[Start of Attachment]

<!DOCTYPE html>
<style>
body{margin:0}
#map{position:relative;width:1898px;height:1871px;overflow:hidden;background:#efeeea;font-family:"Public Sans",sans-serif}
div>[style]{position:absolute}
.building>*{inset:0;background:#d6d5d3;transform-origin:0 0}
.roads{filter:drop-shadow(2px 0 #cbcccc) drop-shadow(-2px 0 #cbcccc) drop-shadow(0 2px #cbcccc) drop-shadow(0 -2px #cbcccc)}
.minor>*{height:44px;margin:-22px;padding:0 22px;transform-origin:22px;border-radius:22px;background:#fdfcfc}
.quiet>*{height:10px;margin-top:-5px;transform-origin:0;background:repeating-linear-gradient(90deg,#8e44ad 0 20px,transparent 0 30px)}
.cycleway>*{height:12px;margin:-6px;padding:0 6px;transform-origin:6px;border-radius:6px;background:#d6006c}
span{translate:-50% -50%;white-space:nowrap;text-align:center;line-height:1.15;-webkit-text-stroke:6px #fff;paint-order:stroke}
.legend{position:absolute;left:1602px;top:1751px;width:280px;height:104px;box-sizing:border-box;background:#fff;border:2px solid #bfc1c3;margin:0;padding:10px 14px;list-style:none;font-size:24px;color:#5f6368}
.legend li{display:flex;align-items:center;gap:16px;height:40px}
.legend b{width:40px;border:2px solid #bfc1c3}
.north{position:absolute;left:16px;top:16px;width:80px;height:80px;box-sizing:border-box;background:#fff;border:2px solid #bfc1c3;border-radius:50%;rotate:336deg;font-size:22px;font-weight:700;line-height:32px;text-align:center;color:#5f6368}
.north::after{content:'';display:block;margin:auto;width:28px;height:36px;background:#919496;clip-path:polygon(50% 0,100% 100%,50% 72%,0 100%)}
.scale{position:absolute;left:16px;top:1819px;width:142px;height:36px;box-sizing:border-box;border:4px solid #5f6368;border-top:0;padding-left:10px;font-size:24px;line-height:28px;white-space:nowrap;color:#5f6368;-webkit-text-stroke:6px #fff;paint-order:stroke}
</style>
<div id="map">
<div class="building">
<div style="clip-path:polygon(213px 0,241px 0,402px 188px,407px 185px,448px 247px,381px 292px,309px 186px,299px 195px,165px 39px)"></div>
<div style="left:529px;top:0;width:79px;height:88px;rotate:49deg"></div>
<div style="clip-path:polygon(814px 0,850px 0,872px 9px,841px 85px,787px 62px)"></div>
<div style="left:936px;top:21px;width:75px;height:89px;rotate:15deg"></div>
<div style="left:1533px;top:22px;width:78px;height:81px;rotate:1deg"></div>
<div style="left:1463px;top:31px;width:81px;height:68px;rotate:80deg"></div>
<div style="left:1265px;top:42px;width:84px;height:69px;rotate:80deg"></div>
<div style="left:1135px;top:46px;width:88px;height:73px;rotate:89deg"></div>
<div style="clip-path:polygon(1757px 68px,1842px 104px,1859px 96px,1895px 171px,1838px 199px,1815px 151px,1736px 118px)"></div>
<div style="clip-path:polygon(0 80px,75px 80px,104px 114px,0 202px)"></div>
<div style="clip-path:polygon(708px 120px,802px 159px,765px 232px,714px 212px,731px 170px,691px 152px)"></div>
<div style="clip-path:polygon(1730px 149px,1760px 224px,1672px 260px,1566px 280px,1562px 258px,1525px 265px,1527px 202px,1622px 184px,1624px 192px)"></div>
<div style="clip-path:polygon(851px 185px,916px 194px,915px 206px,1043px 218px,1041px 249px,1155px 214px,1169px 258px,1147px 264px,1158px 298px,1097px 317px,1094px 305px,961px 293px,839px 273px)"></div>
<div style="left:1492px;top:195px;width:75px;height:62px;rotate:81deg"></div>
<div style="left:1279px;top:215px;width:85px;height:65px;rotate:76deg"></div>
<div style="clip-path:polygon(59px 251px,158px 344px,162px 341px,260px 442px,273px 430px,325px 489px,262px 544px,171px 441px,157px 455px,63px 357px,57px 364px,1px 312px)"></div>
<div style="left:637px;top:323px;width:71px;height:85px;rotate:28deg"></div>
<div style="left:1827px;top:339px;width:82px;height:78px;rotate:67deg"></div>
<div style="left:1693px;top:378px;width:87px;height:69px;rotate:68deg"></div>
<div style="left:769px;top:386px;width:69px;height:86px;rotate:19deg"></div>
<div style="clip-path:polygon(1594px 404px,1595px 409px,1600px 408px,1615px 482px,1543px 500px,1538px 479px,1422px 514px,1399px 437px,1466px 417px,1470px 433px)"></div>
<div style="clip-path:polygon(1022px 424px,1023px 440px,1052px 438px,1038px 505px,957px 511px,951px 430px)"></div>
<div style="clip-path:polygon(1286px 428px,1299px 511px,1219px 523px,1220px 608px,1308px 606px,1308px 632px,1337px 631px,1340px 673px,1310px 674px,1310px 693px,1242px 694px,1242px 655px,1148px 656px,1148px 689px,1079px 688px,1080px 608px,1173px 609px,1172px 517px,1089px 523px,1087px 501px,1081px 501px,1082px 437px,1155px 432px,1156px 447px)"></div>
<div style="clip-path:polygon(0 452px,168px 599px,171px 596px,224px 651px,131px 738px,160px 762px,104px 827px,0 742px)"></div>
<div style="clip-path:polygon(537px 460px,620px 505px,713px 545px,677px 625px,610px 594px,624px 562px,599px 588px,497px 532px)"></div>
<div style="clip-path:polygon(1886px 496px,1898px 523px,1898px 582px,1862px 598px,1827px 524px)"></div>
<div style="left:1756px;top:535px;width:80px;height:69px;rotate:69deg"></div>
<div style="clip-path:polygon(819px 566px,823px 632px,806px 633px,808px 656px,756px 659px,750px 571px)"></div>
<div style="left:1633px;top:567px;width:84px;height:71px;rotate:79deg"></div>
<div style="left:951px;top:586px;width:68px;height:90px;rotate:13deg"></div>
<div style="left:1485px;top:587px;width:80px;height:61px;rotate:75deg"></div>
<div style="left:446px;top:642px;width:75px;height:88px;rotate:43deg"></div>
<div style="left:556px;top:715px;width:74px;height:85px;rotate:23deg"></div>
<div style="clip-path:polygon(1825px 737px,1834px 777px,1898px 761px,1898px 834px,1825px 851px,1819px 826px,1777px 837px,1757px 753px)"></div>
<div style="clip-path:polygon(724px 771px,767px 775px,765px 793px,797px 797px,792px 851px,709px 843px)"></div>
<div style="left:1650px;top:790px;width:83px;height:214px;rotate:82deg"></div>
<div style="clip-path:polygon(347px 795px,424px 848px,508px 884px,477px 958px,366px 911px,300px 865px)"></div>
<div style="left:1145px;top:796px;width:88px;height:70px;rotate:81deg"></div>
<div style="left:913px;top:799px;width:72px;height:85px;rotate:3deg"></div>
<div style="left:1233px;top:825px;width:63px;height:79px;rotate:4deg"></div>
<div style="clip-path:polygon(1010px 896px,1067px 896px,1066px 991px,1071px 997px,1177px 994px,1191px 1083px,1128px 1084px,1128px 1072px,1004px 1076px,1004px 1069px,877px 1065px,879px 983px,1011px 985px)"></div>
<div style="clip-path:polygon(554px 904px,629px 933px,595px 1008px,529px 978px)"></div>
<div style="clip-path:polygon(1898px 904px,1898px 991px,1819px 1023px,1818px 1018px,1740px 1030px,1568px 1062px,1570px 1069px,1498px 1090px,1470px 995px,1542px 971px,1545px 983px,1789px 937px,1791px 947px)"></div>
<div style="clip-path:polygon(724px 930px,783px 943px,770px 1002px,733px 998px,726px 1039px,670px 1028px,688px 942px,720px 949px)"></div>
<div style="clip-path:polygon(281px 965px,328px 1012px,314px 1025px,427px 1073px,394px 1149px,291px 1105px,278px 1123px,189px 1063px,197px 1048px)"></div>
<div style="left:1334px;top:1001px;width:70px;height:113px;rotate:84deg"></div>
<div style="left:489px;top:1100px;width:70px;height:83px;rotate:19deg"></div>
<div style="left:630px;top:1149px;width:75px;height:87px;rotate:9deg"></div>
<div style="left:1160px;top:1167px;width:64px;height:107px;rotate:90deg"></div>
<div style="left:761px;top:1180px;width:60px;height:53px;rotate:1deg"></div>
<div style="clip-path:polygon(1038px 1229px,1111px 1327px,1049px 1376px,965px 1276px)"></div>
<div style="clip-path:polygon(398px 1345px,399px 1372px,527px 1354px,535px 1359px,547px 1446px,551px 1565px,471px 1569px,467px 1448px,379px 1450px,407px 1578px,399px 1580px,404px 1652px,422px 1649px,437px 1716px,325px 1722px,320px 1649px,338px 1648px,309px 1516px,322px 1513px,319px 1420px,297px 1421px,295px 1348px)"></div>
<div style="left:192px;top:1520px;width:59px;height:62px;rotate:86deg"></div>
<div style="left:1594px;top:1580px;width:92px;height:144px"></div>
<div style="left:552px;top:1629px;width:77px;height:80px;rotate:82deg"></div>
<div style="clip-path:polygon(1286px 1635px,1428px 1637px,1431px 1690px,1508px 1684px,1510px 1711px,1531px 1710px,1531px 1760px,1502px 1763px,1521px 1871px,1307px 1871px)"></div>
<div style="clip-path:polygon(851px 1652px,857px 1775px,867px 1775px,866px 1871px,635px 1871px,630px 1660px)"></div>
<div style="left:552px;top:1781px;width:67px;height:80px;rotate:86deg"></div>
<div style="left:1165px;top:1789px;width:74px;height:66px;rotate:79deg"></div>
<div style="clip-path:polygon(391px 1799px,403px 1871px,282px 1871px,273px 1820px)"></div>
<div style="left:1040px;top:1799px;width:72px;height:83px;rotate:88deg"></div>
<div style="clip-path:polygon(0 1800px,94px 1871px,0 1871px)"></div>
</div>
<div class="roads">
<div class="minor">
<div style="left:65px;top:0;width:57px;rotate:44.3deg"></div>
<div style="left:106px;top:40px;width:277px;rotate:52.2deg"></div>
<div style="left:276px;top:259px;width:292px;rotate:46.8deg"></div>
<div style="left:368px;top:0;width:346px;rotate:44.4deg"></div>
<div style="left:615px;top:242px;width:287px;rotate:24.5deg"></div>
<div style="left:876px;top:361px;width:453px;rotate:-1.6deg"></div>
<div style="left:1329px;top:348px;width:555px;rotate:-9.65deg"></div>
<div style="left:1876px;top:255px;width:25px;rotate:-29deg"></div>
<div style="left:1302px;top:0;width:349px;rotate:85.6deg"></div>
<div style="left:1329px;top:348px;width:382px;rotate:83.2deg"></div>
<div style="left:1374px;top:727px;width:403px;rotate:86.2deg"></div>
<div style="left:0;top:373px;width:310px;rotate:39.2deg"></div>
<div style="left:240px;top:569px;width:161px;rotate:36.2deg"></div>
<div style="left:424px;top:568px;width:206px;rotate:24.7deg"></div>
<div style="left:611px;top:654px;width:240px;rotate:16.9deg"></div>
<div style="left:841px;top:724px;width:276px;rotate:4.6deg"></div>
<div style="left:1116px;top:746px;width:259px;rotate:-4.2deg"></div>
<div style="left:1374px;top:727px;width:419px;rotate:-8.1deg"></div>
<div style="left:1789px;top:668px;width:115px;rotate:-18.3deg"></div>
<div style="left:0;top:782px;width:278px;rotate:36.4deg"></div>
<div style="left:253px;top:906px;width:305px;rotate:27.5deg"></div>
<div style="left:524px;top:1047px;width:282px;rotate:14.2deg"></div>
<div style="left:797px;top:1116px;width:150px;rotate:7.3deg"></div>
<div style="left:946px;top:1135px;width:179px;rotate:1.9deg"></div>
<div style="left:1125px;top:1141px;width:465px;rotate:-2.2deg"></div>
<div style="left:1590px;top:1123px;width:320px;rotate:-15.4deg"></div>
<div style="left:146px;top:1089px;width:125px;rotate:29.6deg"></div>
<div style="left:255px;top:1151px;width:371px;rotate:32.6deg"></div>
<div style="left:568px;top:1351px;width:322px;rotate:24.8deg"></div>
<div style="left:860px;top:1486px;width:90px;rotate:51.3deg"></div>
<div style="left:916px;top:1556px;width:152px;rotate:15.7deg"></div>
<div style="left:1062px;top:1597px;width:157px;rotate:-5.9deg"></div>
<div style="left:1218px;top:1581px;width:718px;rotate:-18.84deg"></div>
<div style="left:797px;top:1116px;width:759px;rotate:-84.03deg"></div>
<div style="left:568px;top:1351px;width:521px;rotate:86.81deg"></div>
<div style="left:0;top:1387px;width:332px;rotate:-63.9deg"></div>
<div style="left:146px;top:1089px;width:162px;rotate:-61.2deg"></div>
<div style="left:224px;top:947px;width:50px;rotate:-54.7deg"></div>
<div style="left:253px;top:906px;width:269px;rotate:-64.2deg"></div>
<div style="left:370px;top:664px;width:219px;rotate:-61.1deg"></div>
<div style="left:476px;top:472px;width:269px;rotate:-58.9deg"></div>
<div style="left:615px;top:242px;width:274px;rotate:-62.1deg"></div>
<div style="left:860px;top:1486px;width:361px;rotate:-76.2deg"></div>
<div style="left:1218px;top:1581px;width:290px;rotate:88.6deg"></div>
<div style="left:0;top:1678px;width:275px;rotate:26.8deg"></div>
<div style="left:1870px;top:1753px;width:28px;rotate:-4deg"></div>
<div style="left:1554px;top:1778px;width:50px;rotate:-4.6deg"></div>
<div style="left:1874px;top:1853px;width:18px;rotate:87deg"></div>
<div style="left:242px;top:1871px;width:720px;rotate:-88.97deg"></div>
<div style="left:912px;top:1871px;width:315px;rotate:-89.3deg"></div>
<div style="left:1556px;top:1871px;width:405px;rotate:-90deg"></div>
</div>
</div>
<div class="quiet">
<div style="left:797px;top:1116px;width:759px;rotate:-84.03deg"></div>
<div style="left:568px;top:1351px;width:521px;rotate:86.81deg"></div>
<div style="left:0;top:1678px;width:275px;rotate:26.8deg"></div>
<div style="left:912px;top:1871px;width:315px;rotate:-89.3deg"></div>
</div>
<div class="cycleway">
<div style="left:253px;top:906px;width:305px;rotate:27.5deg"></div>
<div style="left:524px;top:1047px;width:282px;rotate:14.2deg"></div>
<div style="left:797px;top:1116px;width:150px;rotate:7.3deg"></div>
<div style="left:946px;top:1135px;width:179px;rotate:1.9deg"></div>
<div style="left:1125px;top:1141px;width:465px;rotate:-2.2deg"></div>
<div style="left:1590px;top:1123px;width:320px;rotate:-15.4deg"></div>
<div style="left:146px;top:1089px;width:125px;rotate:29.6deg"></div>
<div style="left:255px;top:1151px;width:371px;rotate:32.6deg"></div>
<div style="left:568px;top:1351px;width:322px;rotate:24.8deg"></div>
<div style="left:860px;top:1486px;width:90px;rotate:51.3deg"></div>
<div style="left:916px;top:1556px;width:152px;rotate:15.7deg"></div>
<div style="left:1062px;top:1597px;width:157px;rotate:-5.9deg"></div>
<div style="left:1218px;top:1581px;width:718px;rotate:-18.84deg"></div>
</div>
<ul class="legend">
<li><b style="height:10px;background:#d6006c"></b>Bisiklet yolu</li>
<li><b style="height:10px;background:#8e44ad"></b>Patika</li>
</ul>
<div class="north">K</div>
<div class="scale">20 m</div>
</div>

[End of Attachment]

● **Description of the task**
Give back the lines of the data exactly as they are written, from the first line through the line containing "0 #cbcccc) drop-shadow(-2px".

● **Output of the exercise**
<!DOCTYPE html>
<style>
body{margin:0}
#map{position:relative;width:1898px;height:1871px;overflow:hidden;background:#efeeea;font-family:"Public Sans",sans-serif}
div>[style]{position:absolute}
.building>*{inset:0;background:#d6d5d3;transform-origin:0 0}
.roads{filter:drop-shadow(2px 0 #cbcccc) drop-shadow(-2px 0 #cbcccc) drop-shadow(0 2px #cbcccc) drop-shadow(0 -2px #cbcccc)}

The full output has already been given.